Later, Kull jerks awake alone and quickly dresses. He soon comes across the sorcerer and is shown strange visions in an ornate mirror: dinosaurs, mammoths and early men. Then, the mirror clears and displays the barbarian’s image — it slowly transforms into a hulking, beast-like version of the king. Jeesala joins them and her father offers her to the confused monarch. Over the coming days, Kull proudly parades his mysterious new mistress before Valusia’s grumbling citizens, and begins to demand crippling taxes, dealing painful punishments to those that protest. The Red Slayers take notice of the king’s nasty change of attitude and begin a drunken reign of terror, looting and raping. One night, Brule confronts his friend about his uncharacteristic behavior: the loyal Pict is beaten for his insolence. In short time, the abused people of Valusia rebel and march on the palace, hurling flaming torches into the king’s chambers. Sekhmet Tharn gloats in his mansion — the image of Kull frozen in his mirror has changed into the angry man-brute shown earlier. 

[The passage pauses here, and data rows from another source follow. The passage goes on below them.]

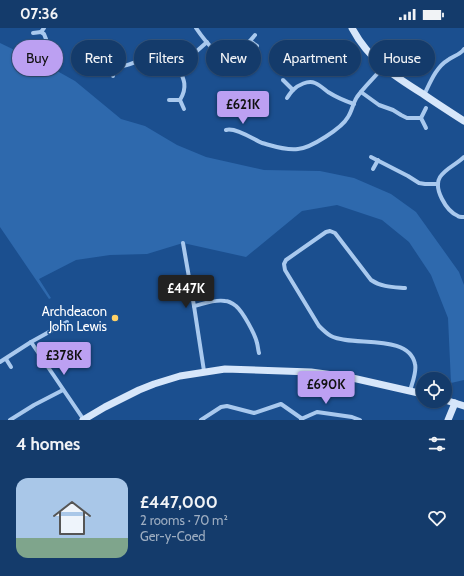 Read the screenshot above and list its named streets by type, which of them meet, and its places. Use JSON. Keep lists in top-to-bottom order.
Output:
{
  "places": ["Archdeacon John Lewis"],
  "page": {
    "status": "07:36",
    "chip": [
      "Buy",
      "Rent",
      "Filters",
      "New",
      "Apartment",
      "House"
    ],
    "price": [
      "£621K",
      "£447K",
      "£378K",
      "£690K"
    ],
    "heading": "4 homes",
    "list": [
      {
        "name": "£447,000",
        "note": "2 rooms · 70 m² · Ger-y-Coed"
      }
    ]
  }
} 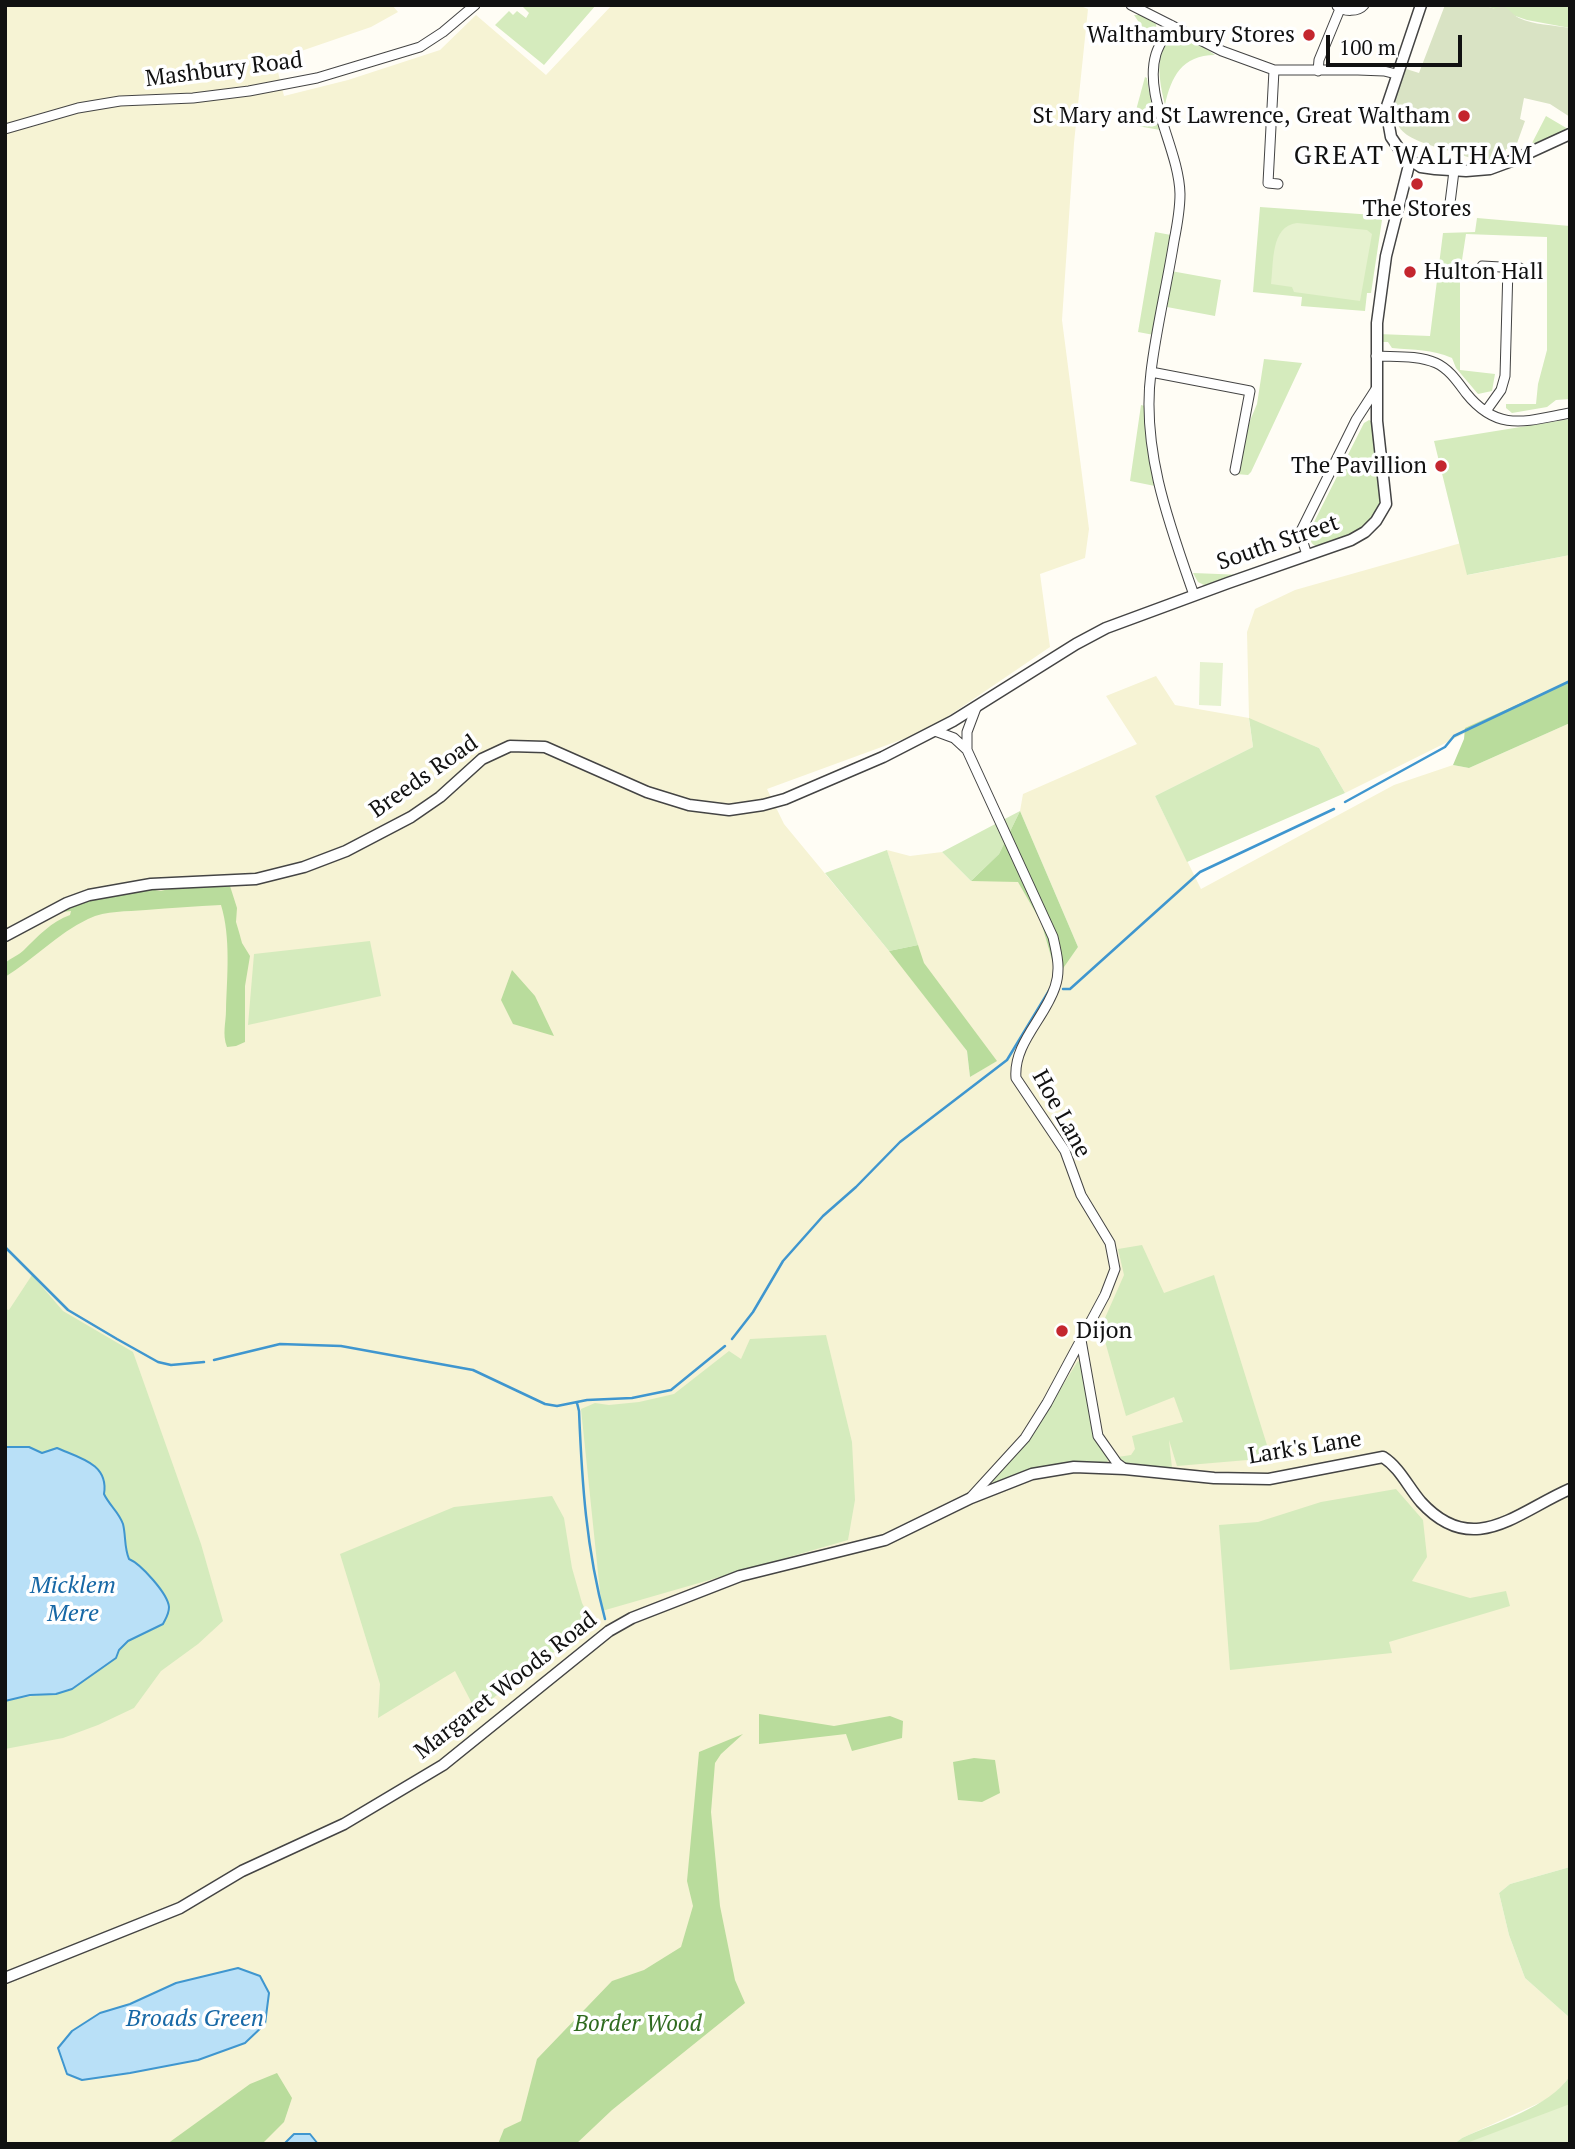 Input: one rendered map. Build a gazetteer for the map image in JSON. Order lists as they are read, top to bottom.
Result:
{
  "streets": {
    "street": [
      "Mashbury Road",
      "South Street",
      "Breeds Road",
      "Hoe Lane",
      "Lark's Lane",
      "Margaret Woods Road"
    ]
  },
  "crossings": [
    ["South Street", "Breeds Road"],
    ["Hoe Lane", "Lark's Lane"],
    ["Hoe Lane", "Margaret Woods Road"],
    ["Lark's Lane", "Margaret Woods Road"]
  ],
  "districts": ["GREAT WALTHAM"],
  "water": ["Micklem Mere", "Broads Green"],
  "parks": ["Border Wood"],
  "places": [
    "Walthambury Stores",
    "St Mary and St Lawrence, Great Waltham",
    "The Stores",
    "Hulton Hall",
    "The Pavillion",
    "Dijon"
  ],
  "scale_bar": "100 m"
} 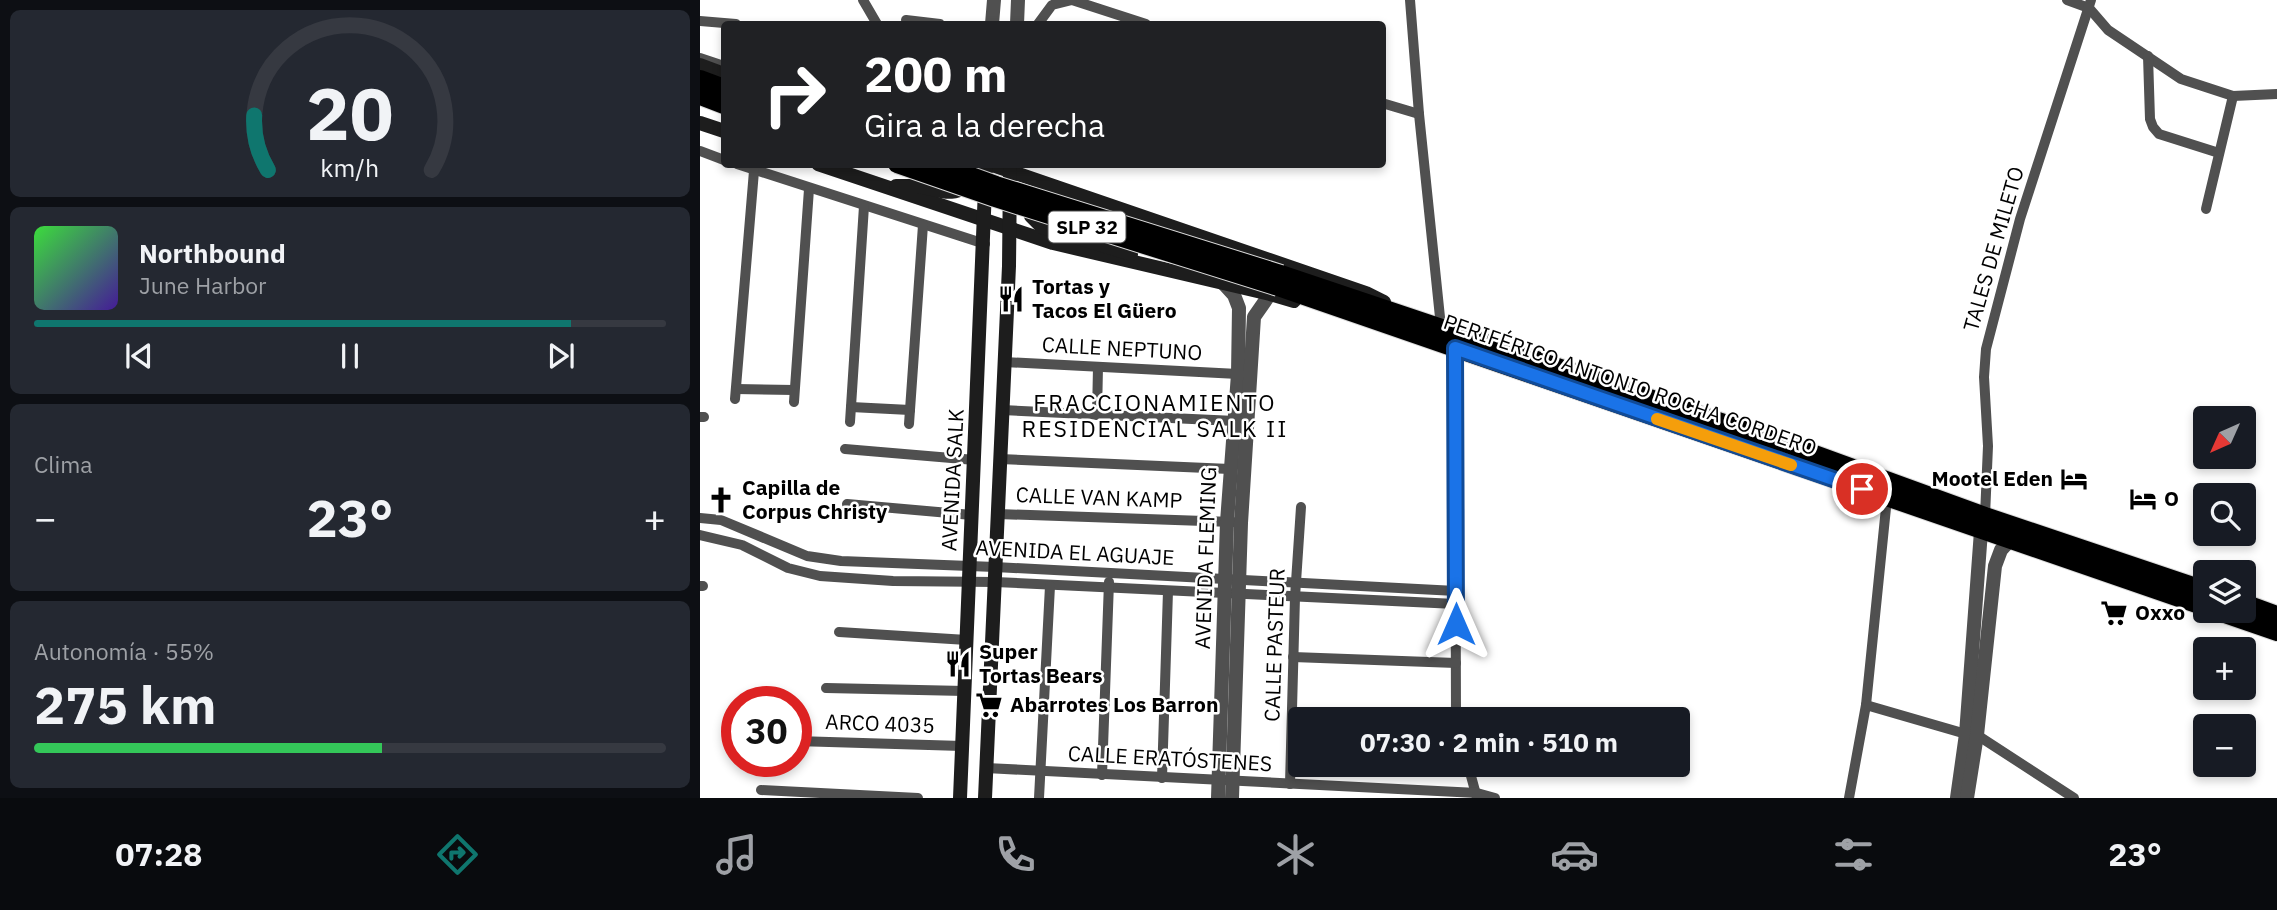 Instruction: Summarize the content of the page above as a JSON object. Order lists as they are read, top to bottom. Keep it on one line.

The king, oblivious to his newfound greed and hatred, stands before the wall mirror Jeesala recently installed in his chambers, one that matches her father’s: his animalistic form snarls back at him. The beast reaches out and begins to drag him inside — luckily, Brule arrives and shatters the glass, freeing his king. Awakened from his curse, Kull accuses Jeesala of treachery. She reveals herself to be one of the ancient Serpent People, her head turning into that of a venomous viper. She taunts the two warriors, boasting that her father belongs to the same dreaded race and is behind the disappearance of the royal corpses: he has reanimated the dead kings and they are now sailing on Valusia. Kull grabs Brule’s spear and runs it through her black heart, killing the demoness. He then strides to the balcony and confronts the angry mob surrounding the castle, vowing that he is free from the spell that had infected him. Kull leaps down with Brule and they mount horses, riding to the nearest tavern to rally the Red Slayers. Realizing that their true king has returned, the men cheer and follow their leader to the harbor — the former rebels soon join them. 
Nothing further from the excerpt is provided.